Saved data entries:
*** Block opens ***
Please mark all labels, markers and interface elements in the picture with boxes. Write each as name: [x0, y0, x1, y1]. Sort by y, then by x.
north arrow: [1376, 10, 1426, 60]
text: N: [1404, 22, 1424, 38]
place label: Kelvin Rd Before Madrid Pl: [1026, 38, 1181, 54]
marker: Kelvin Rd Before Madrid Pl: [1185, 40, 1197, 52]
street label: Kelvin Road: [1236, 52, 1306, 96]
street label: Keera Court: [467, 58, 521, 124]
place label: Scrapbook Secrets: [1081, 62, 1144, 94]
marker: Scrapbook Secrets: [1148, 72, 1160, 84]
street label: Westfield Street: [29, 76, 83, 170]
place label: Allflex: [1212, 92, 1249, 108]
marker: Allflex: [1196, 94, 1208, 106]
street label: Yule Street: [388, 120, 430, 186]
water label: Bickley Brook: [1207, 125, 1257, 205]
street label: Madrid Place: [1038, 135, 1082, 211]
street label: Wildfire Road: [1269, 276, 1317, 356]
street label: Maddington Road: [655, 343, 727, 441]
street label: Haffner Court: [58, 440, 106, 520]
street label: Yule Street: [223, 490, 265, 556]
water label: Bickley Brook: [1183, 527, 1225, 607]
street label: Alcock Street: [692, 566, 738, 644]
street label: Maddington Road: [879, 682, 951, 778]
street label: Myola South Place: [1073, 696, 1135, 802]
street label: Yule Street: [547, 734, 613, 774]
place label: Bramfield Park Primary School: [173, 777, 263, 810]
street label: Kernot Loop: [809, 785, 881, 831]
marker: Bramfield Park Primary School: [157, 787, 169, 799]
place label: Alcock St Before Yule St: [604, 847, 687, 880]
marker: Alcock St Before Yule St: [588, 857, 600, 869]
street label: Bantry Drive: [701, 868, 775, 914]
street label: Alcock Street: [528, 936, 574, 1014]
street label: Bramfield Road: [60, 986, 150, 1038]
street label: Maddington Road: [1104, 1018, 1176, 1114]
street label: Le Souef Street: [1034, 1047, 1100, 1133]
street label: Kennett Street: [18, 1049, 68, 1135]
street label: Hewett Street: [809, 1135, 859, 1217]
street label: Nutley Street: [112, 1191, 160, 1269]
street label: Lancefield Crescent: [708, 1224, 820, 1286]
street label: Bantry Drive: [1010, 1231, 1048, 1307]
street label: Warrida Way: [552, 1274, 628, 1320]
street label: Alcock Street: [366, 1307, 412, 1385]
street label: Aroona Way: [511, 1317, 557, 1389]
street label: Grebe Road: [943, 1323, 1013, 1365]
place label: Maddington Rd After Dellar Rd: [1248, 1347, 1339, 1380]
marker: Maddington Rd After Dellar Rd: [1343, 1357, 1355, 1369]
*** Block closes ***
The answer must be every line of the data that contains the word "School".

> [REPLY TO THE EXERCISE]:
place label: Bramfield Park Primary School: [173, 777, 263, 810]
marker: Bramfield Park Primary School: [157, 787, 169, 799]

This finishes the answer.